Despite these limitations, the results of this study provide further evidence of the relationship between DM and air pollution among Asian populations based on the nationwide data of South Korea. Considering the continuous deterioration of air quality in the northeast Asian region and the Mideast, more research is needed to investigate the potential risks of air pollution on DM. Additionally; further evidence of the gender-dependent connection between air pollution and DM is needed to understand the link between air pollution and DM.

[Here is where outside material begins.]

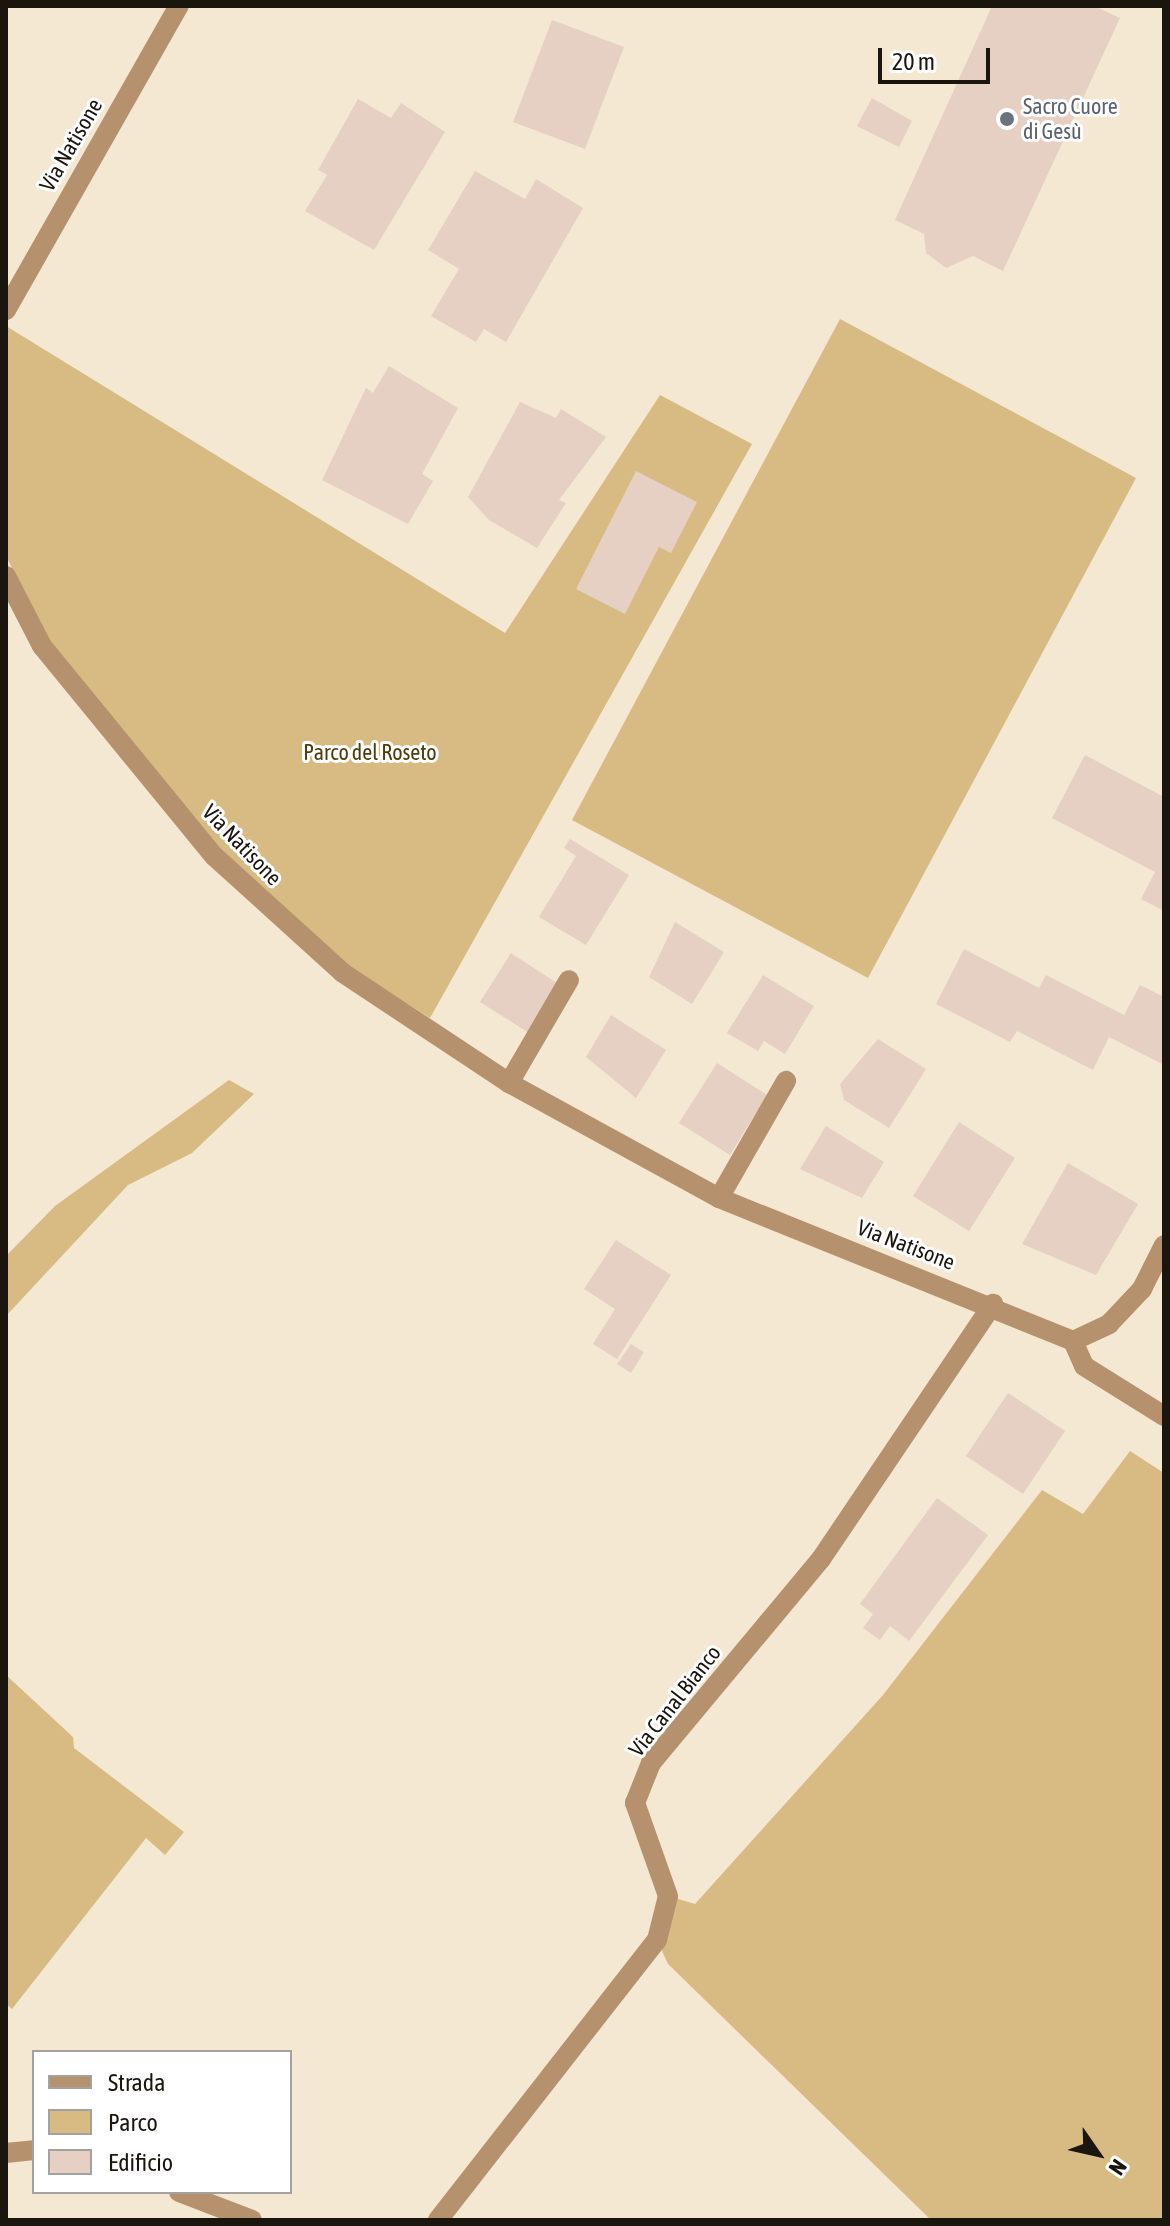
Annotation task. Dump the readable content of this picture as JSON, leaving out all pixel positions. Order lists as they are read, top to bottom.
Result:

The commonly encountered levels of PM10 and SO2 may be associated with DM 2 prevalence in South Korea, but it appears there may be gender differences. In particular, exposure to either PM10 or SO2 was significantly related to the prevalence of DM 2 among women but not among men. While additional research is warranted, specifically to determine investigate the possible effect of exposure measurement errors associated with the subjects’ travel patterns. These findings provide new evidence of an association between air pollution and the risk of diabetes in urbanized areas of South Korea.
Ethical issues (Including plagiarism, informed consent, misconduct, data fabrication and/or falsification, double publication and/or submission, redundancy, etc.) have been completely observed by the authors.
The authors declared no potential conflicts of interest with respect to the research, authorship, and/or publication of this article.